━━━ THE DATA ━━━
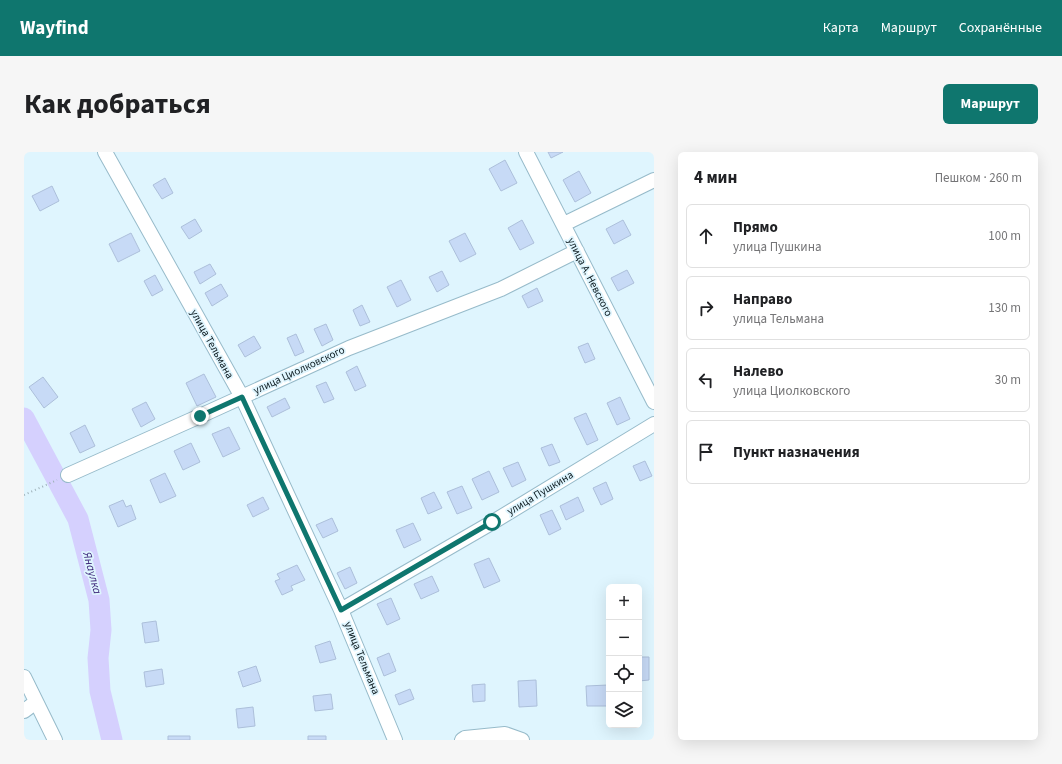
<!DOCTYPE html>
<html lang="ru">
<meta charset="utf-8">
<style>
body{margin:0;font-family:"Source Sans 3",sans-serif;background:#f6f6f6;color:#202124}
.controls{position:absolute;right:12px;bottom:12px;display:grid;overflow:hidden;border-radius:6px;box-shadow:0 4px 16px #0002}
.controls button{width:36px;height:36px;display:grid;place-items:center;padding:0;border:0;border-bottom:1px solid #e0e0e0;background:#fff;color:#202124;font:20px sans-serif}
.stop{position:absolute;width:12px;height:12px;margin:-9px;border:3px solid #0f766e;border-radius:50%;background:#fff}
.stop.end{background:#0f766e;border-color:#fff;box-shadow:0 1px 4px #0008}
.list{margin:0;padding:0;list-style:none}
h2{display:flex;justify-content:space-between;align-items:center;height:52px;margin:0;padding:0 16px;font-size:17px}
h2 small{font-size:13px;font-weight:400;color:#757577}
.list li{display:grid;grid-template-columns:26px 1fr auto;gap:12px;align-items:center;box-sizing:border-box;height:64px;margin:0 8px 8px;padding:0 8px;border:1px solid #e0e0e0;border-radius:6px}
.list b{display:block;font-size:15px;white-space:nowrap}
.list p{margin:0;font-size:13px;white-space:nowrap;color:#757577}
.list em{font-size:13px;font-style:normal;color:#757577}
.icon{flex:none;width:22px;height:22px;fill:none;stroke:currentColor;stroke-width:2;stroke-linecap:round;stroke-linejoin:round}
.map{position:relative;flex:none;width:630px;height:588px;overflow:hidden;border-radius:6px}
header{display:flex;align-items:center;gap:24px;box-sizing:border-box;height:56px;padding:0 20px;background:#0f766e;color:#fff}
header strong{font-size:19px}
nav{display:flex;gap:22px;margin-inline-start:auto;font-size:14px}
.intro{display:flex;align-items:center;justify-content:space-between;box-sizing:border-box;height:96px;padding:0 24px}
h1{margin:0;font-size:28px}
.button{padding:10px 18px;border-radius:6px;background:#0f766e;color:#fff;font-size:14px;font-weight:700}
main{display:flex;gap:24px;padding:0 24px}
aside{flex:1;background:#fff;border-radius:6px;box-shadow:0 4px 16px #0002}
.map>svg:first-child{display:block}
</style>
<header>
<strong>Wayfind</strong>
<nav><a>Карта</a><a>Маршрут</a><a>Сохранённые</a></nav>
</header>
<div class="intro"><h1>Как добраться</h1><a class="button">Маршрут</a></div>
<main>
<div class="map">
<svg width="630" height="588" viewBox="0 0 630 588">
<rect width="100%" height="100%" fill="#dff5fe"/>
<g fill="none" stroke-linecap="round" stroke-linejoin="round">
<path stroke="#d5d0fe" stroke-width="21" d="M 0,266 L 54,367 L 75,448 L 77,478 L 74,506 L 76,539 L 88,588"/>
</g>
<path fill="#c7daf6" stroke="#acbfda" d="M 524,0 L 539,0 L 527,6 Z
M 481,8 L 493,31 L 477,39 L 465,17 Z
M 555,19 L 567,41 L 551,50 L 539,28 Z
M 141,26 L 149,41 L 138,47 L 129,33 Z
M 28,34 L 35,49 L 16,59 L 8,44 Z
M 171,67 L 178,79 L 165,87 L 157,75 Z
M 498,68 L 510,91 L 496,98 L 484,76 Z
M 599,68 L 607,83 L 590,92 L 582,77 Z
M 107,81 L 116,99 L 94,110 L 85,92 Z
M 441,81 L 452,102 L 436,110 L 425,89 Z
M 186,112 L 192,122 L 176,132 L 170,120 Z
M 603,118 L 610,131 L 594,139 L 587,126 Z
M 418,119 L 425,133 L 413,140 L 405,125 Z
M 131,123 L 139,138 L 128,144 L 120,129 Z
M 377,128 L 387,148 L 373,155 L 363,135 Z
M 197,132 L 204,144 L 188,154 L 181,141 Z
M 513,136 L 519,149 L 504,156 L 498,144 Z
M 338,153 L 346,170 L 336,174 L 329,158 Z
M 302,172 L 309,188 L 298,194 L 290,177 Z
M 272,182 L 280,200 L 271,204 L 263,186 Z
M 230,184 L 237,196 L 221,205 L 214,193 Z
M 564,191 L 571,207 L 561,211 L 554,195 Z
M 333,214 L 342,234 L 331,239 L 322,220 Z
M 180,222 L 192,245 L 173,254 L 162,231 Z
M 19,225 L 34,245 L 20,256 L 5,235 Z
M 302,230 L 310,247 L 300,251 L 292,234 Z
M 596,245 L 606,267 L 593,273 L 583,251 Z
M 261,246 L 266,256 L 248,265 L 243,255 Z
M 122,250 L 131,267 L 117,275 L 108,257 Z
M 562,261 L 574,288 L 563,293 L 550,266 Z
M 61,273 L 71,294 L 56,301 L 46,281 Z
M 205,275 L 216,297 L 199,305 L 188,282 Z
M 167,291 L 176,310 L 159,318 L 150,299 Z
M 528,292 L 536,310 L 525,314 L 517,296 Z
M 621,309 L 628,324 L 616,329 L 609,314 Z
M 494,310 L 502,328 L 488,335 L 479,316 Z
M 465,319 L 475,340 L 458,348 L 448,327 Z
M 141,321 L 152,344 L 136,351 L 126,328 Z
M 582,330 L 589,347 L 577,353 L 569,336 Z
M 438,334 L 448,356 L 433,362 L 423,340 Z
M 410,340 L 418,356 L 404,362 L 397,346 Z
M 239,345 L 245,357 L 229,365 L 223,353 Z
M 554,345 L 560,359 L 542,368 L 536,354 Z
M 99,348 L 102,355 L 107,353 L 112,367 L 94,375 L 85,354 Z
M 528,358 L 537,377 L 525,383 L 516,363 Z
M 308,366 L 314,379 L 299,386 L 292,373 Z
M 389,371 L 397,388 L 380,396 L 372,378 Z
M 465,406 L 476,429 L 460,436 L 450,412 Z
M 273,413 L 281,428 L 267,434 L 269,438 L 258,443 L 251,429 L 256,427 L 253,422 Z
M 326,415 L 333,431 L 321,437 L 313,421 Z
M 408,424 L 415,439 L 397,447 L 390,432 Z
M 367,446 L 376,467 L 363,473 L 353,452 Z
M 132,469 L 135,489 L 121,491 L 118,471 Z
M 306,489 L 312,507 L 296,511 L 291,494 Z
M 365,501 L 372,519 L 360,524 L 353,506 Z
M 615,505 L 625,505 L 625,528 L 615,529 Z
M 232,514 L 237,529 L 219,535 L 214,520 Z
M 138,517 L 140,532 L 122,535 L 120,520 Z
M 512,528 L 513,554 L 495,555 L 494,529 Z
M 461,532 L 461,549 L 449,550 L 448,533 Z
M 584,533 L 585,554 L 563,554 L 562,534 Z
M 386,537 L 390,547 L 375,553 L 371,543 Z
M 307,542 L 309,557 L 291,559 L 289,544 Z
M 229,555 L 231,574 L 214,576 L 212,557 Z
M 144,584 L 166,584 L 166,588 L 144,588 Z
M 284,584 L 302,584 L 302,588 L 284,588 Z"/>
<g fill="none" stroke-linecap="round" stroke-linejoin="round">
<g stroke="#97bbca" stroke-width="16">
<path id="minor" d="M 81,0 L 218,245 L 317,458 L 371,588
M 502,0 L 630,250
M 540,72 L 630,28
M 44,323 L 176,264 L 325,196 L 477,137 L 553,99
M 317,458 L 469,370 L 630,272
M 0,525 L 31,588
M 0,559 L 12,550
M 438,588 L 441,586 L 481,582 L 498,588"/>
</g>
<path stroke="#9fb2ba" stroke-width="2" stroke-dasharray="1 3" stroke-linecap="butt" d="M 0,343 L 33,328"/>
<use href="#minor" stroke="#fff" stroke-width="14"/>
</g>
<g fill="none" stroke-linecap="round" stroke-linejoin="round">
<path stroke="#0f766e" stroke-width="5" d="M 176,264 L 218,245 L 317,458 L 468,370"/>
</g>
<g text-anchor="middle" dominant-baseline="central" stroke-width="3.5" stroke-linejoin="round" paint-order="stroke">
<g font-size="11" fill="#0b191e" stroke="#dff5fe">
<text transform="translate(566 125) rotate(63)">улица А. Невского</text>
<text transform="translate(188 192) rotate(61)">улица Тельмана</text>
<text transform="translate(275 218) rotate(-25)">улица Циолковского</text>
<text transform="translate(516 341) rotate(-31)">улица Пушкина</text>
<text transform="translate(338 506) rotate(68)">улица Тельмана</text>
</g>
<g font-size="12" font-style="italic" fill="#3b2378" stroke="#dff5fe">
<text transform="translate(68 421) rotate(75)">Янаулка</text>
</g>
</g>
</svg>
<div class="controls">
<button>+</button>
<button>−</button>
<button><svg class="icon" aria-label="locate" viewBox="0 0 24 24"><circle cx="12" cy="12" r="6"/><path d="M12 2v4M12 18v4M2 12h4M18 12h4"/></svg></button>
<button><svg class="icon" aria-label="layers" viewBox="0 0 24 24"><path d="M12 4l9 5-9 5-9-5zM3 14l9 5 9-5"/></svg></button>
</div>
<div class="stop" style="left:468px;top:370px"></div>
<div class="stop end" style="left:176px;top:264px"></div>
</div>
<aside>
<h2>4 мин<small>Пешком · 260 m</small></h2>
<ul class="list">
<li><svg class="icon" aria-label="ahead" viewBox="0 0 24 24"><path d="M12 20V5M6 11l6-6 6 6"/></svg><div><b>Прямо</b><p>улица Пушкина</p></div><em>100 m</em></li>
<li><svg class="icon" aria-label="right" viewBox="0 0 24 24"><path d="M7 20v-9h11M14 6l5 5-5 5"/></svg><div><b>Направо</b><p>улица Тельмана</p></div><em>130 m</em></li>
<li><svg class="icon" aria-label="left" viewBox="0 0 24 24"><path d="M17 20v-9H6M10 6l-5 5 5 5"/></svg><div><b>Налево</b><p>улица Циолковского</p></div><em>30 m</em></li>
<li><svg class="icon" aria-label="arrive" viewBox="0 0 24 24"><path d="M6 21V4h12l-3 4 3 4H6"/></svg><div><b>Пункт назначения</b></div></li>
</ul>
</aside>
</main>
━━━
#### [REQUIRED WORK]
Where a line of the records includes "nowrap", copy it.

#### [SOLUTION BELOW]
.list b{display:block;font-size:15px;white-space:nowrap}
.list p{margin:0;font-size:13px;white-space:nowrap;color:#757577}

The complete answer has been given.